Windows 8 to Show Up On eReaders?

The Register has an interesting story today on Microsoft’s plans for their next generation of Windows 8. According to Kevin Turner, Microsoft’s COO, they want to see the OS be loaded on to any number of devices, including ereaders.

“Microsoft will be this year the first company on the planet to have a consistent UI from the smart phone to the tablet to the slate, to the reader to the rich client and to the TV with our Metro UI,” he said. “We know the power of getting that consistent user experience is something our whole product portfolio will benefit from.”

This could indeed happen (assuming Win8 runs in ARM chips), but I don’t think it’s likely nor do I care all that much.

I’m kinda looking forward to seeing Windows 8 show up on tablets, but I don’t care if it shows up on an ereader. First and foremost, most ereaders ship with the OS hidden from the user. That means it doesn’t matter if it’s running Windows CE (Ectaco Jetbook Color), Win8, Linux (Kindles, Kobo Touch), or Android (Nooks). Until someone hacks the device to get at the OS you usually cannot even tell which OS it is.

Also, if the device is a basic ereader (no Wifi or touchscreen) then I don’t think it will even be worth hacking. There’s not much you can with it, given the limited hardware. And if it does have decent specs then it will quickly be hacked into a tablet, just like the Nook Touch or Nook Color.

We’re probably going to see Win8 on ATMs, signage, cash registers, and other places you don’t expect (but can find Windows now). I’m not all that excited about those possibilities, either.  If I cannot use the underlying OS then it doesn’t matter to me what it is.

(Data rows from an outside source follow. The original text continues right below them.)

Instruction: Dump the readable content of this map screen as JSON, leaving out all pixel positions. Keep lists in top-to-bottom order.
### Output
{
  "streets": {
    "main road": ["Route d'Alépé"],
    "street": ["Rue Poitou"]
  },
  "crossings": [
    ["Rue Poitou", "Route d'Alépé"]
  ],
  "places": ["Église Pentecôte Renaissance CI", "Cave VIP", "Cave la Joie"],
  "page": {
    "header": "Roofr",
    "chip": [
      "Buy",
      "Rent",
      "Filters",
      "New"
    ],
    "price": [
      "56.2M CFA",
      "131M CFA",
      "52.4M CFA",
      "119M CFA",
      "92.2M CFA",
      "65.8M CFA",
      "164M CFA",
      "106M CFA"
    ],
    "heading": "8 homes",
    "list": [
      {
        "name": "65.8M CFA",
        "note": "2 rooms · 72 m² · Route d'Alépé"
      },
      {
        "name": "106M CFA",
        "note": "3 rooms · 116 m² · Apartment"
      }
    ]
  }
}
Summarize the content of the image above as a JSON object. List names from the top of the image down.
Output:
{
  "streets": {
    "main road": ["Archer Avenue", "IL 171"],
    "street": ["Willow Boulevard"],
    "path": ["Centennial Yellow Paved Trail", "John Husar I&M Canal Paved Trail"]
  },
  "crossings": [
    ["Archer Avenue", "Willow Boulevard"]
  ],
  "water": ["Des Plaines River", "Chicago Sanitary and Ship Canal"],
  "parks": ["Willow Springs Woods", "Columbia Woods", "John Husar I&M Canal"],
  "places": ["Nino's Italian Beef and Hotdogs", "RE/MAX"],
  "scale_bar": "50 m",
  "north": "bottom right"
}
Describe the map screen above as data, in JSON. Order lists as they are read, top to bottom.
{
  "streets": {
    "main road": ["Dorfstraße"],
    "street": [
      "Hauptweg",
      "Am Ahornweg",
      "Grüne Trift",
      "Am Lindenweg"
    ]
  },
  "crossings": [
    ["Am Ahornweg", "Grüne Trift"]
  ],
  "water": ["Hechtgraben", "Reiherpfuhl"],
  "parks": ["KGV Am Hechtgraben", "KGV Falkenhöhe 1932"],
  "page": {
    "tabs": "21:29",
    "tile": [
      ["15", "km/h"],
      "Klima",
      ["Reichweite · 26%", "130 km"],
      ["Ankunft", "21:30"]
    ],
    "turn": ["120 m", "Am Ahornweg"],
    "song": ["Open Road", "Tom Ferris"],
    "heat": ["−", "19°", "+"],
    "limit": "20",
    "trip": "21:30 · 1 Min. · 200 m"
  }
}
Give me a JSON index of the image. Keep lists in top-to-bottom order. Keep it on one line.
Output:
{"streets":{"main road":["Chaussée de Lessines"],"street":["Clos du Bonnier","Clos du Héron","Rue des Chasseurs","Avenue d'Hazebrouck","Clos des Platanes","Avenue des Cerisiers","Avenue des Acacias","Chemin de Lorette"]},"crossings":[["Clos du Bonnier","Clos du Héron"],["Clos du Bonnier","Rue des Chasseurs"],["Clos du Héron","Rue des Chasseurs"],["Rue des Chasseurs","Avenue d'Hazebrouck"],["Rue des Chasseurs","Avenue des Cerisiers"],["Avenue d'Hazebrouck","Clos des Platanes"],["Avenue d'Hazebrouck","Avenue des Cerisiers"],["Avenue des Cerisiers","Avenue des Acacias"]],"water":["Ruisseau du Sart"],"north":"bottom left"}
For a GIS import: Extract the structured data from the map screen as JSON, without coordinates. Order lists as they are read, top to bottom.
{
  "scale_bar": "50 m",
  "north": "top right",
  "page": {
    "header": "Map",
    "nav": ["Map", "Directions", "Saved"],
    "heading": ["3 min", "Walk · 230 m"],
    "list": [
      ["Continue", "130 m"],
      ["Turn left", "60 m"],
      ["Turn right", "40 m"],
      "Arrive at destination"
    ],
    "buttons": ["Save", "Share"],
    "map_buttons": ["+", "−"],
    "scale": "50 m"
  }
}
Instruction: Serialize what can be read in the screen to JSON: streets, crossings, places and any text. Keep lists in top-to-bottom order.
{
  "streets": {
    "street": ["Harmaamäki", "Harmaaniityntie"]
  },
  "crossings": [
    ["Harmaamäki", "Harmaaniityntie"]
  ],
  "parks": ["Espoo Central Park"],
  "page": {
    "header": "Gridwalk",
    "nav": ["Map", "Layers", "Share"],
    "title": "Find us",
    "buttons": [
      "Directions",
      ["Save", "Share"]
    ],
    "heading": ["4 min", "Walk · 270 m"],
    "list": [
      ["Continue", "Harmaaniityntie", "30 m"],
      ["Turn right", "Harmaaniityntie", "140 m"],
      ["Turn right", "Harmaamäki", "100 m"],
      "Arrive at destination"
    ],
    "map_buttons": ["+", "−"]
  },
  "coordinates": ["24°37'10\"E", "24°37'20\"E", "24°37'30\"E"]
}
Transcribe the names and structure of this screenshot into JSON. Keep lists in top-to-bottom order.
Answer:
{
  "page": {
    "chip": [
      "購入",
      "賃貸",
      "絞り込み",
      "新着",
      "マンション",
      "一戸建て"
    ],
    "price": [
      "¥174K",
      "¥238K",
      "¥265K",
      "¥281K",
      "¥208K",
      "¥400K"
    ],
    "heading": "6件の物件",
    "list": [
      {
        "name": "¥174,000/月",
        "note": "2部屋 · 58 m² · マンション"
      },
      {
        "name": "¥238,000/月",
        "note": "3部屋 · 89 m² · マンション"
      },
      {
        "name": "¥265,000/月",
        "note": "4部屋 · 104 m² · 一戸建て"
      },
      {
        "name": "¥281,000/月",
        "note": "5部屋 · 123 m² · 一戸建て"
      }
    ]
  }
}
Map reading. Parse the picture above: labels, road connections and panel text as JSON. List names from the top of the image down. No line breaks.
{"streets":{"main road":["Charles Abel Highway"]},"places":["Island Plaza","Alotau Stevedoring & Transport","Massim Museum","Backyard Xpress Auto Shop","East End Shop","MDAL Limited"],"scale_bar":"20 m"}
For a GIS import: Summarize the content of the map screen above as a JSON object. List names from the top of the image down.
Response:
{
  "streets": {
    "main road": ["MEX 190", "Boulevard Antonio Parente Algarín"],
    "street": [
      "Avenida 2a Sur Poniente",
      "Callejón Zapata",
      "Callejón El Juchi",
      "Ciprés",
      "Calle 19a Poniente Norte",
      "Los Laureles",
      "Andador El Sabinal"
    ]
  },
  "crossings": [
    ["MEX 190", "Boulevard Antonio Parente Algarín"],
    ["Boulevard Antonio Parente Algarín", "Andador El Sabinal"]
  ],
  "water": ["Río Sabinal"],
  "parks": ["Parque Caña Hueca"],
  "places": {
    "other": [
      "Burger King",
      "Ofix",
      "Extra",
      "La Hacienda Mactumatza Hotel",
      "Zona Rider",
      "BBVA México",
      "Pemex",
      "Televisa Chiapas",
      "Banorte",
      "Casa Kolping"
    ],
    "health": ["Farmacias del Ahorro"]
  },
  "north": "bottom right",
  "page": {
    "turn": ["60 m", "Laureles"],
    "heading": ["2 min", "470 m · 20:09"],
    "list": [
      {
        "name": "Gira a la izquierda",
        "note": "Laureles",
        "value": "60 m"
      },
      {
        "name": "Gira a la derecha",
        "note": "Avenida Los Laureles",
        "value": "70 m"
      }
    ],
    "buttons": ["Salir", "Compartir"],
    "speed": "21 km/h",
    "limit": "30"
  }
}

9 thoughts on “Windows 8 to Show Up On eReaders?

  1. Don’t the technical requirements for WOA licensing mean that this would be an incredibly overpowered e-reader?

    1. Yeah, that confused me too. The requirements for the consumer version of Win8 are a 1GHz CPU, 1GB RAM, and 16GB of storage. If the ereader has similar specs then it will surpass the specs of most of my tablets.

      1. Well, but that is for the consumer computing version.
        A Win8 Embedded release would definitely not care about storage and odds are RAM requirement would also be lower. Even CPU requirement would be likely be relaxed as there would be little call for background processes in an ereader implementation.
        Do consider that Win8 Arm will be superceding WinCE so, yes, it *will* show up everywhere WinCE is in use today.

  2. The Sony Readers before T1 all run MontaVista Linux; one article I just ran across claims the Kindle DX, Illiad, Hanlin eReader v3, and Hanvon all run custom Linux distributions as well. (I’m not counting Android Linux devices, of course.)

    Hacking non-touchscreen devices can definitely be worthwhile, just with a different purpose: instead of giving it a completely different purpose (as with the Nook Touch), the hacks then add features or abilities. PRS+ for pre-T1 Sony Readers is a good example: it adds a dictionary, customizable key bindings, book history, support for custom epub CSS, games, a built-in fb2 to epub converter, and the ability to browse/favorite folders & open files from there, plus it’s localized to a bunch of different languages.